Problem details — Please find all lines in the data that hold the string "fabs" and copy them.

[Saved data entries]
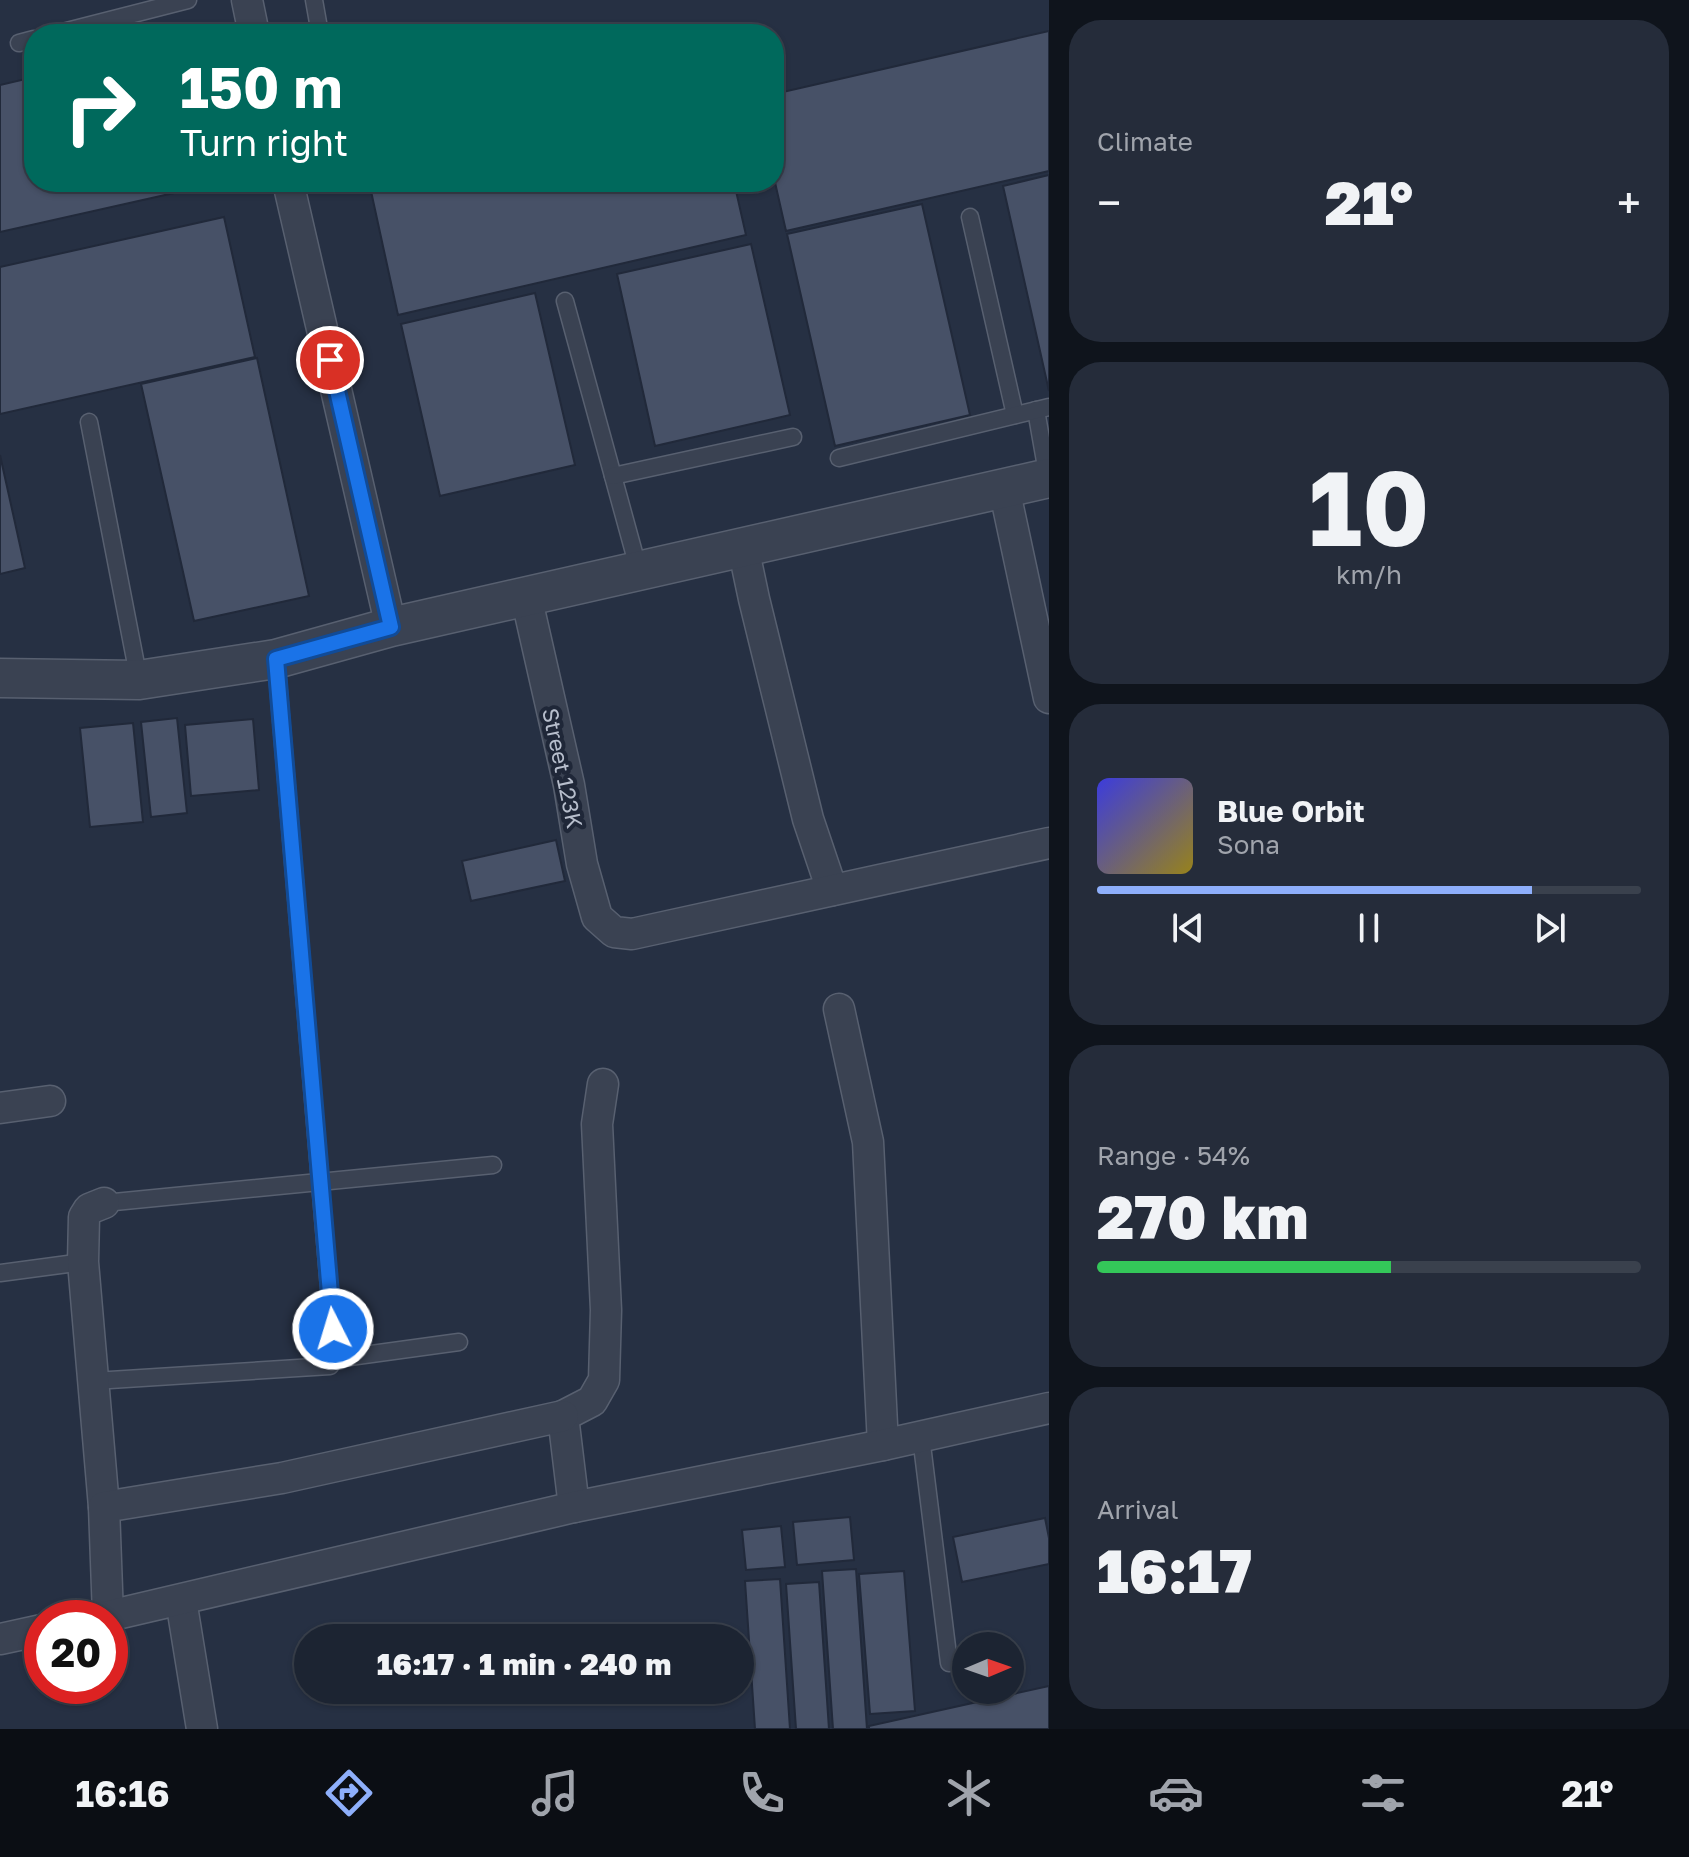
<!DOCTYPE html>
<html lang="en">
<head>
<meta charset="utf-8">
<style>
  :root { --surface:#1c2432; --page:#252c3a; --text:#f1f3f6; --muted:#a0a4ac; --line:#3a414d; --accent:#8eaffb }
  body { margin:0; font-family:"Golos Text",sans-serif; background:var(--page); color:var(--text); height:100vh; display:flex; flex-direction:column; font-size:30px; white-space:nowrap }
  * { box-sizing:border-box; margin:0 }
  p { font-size:26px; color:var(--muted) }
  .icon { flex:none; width:44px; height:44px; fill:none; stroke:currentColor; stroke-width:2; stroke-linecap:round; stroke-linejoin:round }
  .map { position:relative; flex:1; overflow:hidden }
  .sheet { display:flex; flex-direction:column; gap:20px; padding:20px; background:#0f141c; width:640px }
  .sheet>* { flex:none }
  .hud { position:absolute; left:24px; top:24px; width:760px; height:168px; border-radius:32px; box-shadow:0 2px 6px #0004,0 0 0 2px var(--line); background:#00695c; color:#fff; overflow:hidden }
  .needle { width:52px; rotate:88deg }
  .fabs { position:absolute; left:952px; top:1632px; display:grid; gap:16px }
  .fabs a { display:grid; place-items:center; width:72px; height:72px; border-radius:50%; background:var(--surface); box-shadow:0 2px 6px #0004,0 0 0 2px var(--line); font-size:40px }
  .speed { position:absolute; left:24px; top:1600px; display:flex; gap:16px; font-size:40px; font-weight:700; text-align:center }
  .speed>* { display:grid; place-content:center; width:104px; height:104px; border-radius:50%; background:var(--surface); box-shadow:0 2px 6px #0004,0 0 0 2px var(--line); line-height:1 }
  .speed .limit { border:12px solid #d22; background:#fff; color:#111 }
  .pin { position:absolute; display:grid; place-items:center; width:68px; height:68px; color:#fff; margin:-34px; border:4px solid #fff; border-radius:50%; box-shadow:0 2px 8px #0007 }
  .me { position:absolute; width:88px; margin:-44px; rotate:355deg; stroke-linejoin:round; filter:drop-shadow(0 0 6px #0008) }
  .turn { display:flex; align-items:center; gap:28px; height:168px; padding:0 24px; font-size:36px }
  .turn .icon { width:104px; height:104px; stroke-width:2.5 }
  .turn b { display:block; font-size:56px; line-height:68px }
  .big { font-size:60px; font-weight:800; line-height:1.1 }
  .sheet .card { flex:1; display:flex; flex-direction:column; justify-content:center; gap:12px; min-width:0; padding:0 28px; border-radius:32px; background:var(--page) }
  .sheet .dial { align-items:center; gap:0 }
  .dial b { font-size:104px; line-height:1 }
  .song { display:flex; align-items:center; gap:24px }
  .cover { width:96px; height:96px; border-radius:12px; background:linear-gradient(135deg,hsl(240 70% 55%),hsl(50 70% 35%)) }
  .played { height:8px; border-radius:4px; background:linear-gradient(90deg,var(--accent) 80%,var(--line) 80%) }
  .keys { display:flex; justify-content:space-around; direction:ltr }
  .heat { display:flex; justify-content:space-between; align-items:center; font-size:44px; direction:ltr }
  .charge { height:12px; border-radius:6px; background:linear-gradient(90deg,#34c759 54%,var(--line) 0) }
  .trip { position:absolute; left:294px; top:1624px; width:460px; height:80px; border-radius:40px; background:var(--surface); box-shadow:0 2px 6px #0004,0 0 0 2px var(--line); font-weight:800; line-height:80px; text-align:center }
  .dock { display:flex; height:128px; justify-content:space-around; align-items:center; background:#0b0e14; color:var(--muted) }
  .dock .icon { width:56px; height:56px }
  .dock .current { color:var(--accent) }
  .dock b { font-size:36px; color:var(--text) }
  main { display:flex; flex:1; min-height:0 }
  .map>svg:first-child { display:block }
</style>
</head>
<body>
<main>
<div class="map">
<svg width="1049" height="1729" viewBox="0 0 1049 1729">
  <rect width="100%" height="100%" fill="#263043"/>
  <g fill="#475167" stroke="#21293a" stroke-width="2">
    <path d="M1049,31V171L786,231L774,178V94Z"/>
    <path d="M34,77V182H223L0,232V85Z"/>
    <path d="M1049,175V391L1003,186Z"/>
    <path d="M369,182H734L746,235L398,315Z"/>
    <path d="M922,204L970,415L835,446L787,234Z"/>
    <path d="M224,217L255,357L0,414V267Z"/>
    <path d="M751,244L790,415L655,446L617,274Z"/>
    <path d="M535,293L575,465L440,496L401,324Z"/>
    <path d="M257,358L309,596L194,621L141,384Z"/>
    <path d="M0,455L25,568L0,574Z"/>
    <path d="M177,718L187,813L151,817L141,722Z"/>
    <path d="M253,719L259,790L191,796L185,725Z"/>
    <path d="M133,723L143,822L90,827L80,728Z"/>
    <path d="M556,840L565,881L471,901L462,861Z"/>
    <path d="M850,1517L854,1560L797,1565L793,1522Z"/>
    <path d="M1045,1518L1049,1538V1564L962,1582L953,1537Z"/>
    <path d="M781,1526L785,1567L746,1570L742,1530Z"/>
    <path d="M856,1569L867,1729H833L822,1571Z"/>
    <path d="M904,1571L915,1711L870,1714L859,1574Z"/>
    <path d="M780,1579L790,1729H755L745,1581Z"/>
    <path d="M819,1582L829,1729H796L786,1584Z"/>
    <path d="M1049,1686V1729H869V1726Z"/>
  </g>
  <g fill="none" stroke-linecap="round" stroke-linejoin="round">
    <defs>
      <g id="service">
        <path d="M314,0L320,34"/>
        <path d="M55,34L188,0"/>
        <path d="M19,43L34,39"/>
        <path d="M970,217L1015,415"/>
        <path d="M565,301L639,571"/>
        <path d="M1036,410L1048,478"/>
        <path d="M89,422L139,680"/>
        <path d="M839,458L1049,407"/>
        <path d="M613,476L793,437"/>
        <path d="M104,1203L493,1165"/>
        <path d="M0,1273L83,1262"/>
        <path d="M335,1359L459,1342"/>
        <path d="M94,1381L330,1366L335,1359L276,659"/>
        <path d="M921,1437L949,1663"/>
      </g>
      <g id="minor">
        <path d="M247,0L254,34"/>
        <path d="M288,182L391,627"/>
        <path d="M1004,488L1049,698"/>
        <path d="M743,547L754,599L808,819L832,890"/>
        <path d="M526,596L569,785L582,864L597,917L614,932L632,934L1049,843"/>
        <path d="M839,1009L868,1142L883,1445"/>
        <path d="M0,1108L50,1101"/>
        <path d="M104,1507L83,1262L84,1217L89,1209L104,1203"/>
        <path d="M574,1507L563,1416L592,1401L604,1380L606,1310L597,1124L603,1084"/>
        <path d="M181,1600L202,1729"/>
        <path d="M108,1616L104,1507L282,1478L563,1416"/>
        <path d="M100,1618L574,1507L883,1445L1049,1408"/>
        <path d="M0,1639L42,1630"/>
      </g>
      <path id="tertiary" d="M0,678L139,680L276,659L391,627L1049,478"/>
    </defs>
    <use href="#service" stroke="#586070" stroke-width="19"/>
    <use href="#minor" stroke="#586070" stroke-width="33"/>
    <use href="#tertiary" stroke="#586070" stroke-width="41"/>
    <use href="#service" stroke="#3a4252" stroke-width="16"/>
    <use href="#minor" stroke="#3a4252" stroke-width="30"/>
    <use href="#tertiary" stroke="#3a4252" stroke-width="38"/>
  </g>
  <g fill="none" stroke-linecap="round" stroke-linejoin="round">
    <defs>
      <path id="route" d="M330,360L391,627L276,659L333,1329"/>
    </defs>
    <use href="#route" stroke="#114b97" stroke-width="20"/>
    <use href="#route" stroke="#1a73e8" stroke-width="14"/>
  </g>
  <g text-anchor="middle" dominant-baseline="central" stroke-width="8" stroke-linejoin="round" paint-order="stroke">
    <g font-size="22" fill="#b7becc" stroke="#1f2738">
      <text transform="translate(563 768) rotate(78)">Street 123K</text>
    </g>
  </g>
</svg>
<div class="fabs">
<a><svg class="needle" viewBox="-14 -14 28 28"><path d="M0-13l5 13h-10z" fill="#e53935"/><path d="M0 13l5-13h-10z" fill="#a0a4ac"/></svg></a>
</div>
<div class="speed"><div class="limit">20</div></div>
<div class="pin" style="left:330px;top:360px;background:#d93025"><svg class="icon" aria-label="arrive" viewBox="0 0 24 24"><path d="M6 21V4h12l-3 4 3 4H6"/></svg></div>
<svg class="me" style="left:333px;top:1329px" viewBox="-20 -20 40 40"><circle r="17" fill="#1a73e8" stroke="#fff" stroke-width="3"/><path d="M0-11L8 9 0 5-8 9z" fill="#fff"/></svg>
<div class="trip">16:17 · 1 min · 240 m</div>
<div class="hud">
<div class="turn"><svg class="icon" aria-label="right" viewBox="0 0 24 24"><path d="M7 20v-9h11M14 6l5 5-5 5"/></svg><div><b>150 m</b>Turn right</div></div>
</div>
</div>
<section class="sheet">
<div class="card"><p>Climate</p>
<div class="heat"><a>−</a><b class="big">21°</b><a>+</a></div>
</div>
<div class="card dial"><b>10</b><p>km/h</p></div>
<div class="card">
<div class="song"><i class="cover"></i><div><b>Blue Orbit</b><p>Sona</p></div></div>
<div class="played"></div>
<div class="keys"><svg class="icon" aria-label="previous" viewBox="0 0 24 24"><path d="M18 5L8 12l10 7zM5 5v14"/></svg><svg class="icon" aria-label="pause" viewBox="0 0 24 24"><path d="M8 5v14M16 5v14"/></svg><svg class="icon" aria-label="next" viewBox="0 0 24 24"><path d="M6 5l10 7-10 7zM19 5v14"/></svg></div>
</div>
<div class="card"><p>Range · 54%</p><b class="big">270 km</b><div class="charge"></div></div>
<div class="card"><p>Arrival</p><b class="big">16:17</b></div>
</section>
</main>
<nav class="dock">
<b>16:16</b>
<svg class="icon current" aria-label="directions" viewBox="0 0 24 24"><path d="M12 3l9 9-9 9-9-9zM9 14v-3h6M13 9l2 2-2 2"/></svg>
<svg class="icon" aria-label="music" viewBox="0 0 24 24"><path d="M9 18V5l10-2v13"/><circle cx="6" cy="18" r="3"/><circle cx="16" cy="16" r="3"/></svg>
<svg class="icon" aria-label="phone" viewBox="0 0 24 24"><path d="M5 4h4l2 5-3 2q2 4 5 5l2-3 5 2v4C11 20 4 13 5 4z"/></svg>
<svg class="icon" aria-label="climate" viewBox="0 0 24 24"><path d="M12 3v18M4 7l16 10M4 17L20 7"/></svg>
<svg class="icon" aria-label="car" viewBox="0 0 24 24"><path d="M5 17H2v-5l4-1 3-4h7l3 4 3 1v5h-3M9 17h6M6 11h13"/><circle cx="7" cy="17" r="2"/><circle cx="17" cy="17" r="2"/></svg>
<svg class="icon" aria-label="filters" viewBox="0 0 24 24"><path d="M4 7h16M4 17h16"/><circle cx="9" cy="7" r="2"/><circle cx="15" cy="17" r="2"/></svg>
<b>21°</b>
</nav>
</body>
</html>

Result of this task —
  .fabs { position:absolute; left:952px; top:1632px; display:grid; gap:16px }
  .fabs a { display:grid; place-items:center; width:72px; height:72px; border-radius:50%; background:var(--surface); box-shadow:0 2px 6px #0004,0 0 0 2px var(--line); font-size:40px }
<div class="fabs">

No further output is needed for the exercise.